条例で民泊を規制するのは、町内の約2割にあたる全18地区。県などによると、同地区の住宅の8割が別荘だという。

箱根

条例案では、別荘の利用者が多い3月1日~6月1日と8月1日~9月1日、10月1日~12月1日の半年の民泊営業を「住宅宿泊事業を実施してはならない期間」として制限する。この期間以外での住宅宿泊事業の営業は行うことはできるものの、一般的には閑散期といわれるシーズンが多く含まれることから事業性が見込めるかは未知数だ。

県保健福祉局によると、箱根町の一部を条例で規制するのは、県内の他地区よりも民泊による生活環境の悪化が予想されるため、としているからだ。

県が条例で民泊を規制するのは27市町村中、箱根町の1自治体のみとなる。横浜や川崎、相模原などの3政令市、横須賀、藤沢、茅ケ崎の3中核市は単独で条例を制定できるため除く。
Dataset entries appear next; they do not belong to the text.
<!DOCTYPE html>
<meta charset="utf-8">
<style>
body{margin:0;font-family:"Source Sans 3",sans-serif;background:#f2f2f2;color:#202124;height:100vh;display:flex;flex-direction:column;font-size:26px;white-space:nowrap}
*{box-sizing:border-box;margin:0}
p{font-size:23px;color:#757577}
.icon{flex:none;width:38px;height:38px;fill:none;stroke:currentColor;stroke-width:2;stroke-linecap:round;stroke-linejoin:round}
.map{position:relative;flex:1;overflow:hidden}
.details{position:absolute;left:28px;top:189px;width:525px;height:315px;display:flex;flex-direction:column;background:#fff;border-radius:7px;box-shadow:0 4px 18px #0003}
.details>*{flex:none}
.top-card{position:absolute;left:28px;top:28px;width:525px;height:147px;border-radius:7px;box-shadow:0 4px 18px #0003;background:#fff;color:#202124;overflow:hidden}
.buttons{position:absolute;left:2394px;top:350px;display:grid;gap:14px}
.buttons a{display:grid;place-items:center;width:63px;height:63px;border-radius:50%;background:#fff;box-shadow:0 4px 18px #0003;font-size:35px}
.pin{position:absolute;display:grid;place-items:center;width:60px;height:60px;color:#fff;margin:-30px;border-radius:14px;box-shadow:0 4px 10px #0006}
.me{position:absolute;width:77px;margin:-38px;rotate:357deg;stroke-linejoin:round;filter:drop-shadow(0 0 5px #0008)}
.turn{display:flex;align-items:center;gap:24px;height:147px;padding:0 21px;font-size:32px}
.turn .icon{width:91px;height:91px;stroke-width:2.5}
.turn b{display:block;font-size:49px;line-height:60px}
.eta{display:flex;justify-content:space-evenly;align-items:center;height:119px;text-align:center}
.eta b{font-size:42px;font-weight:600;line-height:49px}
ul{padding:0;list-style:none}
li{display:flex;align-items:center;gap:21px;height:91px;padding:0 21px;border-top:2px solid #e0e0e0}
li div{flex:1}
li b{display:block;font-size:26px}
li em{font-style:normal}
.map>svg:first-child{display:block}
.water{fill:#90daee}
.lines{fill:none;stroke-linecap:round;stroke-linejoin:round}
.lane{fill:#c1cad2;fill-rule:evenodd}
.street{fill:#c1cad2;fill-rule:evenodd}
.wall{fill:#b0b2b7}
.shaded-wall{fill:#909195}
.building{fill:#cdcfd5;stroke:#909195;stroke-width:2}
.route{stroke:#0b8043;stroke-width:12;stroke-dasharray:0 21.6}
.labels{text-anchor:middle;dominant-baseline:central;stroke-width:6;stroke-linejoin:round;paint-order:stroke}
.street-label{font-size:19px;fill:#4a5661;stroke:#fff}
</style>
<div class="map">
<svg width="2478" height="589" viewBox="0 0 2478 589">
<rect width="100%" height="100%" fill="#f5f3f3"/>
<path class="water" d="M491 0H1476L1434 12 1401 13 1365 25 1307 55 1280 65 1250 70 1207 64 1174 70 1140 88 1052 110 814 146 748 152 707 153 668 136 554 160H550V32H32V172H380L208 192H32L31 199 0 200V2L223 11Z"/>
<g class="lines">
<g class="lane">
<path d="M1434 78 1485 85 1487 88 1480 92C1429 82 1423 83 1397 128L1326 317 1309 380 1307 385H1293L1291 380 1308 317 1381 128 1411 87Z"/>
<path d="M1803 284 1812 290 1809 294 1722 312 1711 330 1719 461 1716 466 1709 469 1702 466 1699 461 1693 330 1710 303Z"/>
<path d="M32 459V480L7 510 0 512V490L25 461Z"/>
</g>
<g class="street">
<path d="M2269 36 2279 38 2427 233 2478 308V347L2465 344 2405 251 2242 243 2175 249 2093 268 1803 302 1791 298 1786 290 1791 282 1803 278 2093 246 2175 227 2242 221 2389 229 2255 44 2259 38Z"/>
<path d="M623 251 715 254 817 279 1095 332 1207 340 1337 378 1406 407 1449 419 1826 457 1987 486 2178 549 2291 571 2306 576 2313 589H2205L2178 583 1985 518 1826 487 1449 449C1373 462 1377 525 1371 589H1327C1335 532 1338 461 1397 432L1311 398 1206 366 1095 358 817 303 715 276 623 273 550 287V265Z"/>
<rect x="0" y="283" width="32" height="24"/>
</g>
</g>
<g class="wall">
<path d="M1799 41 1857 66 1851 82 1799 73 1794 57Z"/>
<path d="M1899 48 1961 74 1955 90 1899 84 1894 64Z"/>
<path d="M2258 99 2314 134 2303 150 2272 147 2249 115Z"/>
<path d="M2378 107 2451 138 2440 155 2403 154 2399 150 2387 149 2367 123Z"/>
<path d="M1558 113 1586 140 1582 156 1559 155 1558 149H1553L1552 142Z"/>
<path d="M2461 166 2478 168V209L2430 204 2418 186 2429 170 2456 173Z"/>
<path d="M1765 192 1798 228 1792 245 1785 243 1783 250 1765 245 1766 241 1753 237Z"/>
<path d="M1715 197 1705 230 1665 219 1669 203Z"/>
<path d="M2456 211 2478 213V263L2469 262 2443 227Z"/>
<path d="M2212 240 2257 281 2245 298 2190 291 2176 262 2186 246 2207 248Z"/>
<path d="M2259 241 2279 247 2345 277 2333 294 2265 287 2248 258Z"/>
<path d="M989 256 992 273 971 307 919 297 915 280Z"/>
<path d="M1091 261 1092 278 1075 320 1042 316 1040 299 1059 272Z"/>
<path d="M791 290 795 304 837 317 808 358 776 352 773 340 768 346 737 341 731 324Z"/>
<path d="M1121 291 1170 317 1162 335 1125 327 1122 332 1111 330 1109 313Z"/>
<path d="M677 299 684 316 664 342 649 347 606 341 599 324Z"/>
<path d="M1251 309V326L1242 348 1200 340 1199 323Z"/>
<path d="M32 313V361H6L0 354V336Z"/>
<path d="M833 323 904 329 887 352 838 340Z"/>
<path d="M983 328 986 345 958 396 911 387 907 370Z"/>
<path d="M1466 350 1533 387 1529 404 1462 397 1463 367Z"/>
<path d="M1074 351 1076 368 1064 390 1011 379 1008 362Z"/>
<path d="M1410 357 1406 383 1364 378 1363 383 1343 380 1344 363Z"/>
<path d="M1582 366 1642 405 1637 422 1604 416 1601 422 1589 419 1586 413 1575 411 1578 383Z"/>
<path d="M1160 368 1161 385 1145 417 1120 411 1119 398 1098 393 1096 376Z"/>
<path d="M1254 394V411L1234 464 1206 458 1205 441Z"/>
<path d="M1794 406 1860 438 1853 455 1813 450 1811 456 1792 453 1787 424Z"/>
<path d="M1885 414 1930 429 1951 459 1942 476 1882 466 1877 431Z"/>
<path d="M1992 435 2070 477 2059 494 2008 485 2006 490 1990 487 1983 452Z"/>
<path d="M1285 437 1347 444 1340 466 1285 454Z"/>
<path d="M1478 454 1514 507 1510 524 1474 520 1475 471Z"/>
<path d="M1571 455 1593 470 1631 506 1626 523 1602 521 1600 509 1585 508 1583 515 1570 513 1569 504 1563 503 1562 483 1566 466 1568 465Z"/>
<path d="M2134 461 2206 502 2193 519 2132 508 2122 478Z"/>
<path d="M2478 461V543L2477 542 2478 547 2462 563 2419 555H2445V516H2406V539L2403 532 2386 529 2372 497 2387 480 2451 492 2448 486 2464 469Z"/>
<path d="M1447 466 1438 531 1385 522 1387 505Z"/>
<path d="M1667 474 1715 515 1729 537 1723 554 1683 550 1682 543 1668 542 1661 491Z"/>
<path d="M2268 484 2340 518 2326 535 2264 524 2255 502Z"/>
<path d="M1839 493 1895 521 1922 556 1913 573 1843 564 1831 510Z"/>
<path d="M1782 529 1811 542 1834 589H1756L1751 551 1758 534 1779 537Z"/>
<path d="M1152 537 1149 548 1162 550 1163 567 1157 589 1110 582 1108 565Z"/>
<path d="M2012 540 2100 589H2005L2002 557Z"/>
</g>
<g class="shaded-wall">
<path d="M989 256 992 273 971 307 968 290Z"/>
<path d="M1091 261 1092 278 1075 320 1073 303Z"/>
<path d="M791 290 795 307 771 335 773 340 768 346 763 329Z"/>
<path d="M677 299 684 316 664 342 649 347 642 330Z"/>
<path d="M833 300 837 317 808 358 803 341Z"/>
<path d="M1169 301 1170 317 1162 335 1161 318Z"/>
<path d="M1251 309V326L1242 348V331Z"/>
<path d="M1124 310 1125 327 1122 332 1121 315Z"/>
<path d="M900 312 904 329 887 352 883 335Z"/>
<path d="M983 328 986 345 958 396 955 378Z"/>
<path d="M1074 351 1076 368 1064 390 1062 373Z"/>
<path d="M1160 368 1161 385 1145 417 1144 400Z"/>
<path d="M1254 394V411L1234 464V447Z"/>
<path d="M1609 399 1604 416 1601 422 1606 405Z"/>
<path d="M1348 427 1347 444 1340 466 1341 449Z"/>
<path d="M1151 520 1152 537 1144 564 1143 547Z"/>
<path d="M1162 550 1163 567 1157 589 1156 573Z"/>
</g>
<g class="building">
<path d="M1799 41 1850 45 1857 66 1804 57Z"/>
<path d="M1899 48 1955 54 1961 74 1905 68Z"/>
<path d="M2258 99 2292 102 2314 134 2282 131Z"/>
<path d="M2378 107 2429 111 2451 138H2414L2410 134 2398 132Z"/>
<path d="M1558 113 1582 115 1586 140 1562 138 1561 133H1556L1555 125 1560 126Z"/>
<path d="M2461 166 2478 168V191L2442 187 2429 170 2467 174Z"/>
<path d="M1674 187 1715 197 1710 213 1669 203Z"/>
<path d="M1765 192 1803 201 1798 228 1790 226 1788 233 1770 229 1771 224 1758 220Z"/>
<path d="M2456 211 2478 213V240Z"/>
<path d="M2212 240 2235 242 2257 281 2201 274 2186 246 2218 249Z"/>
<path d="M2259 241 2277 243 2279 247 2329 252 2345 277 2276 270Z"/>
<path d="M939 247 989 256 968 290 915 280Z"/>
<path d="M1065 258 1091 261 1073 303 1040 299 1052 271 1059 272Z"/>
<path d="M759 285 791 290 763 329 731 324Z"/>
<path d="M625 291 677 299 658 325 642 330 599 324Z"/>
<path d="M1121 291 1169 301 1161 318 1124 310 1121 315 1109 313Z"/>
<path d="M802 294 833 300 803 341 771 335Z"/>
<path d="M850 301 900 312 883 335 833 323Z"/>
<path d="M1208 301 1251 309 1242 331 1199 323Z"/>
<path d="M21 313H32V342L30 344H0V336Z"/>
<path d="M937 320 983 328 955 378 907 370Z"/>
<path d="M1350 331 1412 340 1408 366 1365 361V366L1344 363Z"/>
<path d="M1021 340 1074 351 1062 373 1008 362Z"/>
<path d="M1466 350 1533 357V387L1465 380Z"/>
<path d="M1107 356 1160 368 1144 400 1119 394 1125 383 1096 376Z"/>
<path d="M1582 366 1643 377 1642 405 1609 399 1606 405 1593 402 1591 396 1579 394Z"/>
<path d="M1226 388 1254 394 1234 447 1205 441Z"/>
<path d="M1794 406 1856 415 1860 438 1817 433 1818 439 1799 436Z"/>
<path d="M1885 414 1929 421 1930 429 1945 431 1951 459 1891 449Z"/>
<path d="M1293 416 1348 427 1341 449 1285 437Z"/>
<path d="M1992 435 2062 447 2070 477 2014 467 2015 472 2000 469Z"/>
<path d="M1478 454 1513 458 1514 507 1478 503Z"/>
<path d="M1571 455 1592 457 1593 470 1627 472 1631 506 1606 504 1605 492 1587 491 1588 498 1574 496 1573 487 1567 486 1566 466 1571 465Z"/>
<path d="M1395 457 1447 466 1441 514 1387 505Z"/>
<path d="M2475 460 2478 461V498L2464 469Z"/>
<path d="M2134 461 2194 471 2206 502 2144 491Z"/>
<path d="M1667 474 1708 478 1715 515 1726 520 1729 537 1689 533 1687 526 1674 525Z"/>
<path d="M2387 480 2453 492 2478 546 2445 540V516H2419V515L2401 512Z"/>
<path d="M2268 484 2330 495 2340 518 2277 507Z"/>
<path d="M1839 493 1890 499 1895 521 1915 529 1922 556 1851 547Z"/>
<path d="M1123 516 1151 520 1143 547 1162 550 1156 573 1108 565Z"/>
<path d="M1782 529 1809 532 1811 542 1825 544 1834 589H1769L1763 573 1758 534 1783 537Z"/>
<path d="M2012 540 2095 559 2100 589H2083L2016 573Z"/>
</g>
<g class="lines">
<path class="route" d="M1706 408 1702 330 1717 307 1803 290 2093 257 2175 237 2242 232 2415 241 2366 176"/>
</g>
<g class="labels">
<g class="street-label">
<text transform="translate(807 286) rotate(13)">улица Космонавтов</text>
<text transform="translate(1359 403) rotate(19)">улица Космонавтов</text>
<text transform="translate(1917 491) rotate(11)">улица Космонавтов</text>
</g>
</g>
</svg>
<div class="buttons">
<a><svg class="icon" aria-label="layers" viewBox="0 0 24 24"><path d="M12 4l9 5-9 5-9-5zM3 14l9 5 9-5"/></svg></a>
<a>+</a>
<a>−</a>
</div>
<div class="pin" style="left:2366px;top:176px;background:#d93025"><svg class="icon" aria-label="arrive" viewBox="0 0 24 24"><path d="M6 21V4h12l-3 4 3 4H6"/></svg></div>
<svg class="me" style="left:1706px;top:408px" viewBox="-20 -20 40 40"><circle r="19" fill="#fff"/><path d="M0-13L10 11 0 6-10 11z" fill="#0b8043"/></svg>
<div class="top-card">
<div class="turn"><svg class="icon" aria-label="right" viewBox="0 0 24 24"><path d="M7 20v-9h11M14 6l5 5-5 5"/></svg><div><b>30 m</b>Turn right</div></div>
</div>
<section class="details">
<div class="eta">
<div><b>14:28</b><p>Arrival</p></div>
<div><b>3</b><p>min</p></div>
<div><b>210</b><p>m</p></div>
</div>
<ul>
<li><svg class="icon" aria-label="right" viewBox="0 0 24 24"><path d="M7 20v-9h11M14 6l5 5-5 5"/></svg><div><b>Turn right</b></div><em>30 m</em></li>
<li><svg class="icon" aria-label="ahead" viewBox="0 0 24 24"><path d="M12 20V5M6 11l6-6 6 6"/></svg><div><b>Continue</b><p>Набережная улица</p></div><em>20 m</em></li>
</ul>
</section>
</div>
県では今回の条例案作成にあたり、管轄する27市町村に対して聞き取り調査を実施。9市町から意見があったが、ほとんどが規制の対象範囲が広い「全域規制」的なもので、合理的な理由がないと判断して見送った。

6月に施行する民泊新法を控え、多くの事業者が民泊事業へ参入することが見込まれる。政府では「全域規制」「通年営業禁止」など、事実上の民泊禁止にあたる民泊新法に反するような過度な規制をしないよう、2017年12月に対象自治体にガイドラインを通達している。

箱根町と同じ別荘地として有名な長野県軽井沢町は、町が全域で民泊禁止を表明している。しかし、法的な強制力はなく、長野県条例でも政府のガイドラインを順守し、過度な規制にあたると判断して現状で認めていない。

神奈川県では今回、管轄する自治体の中で唯一、箱根町の一部を民泊条例で規制。広範囲にわたって民泊利用を促進させることが狙いだ。ただし、今後は住民の生活環境悪化などが起きた場合、あらためて民泊条例を制定することも検討するという。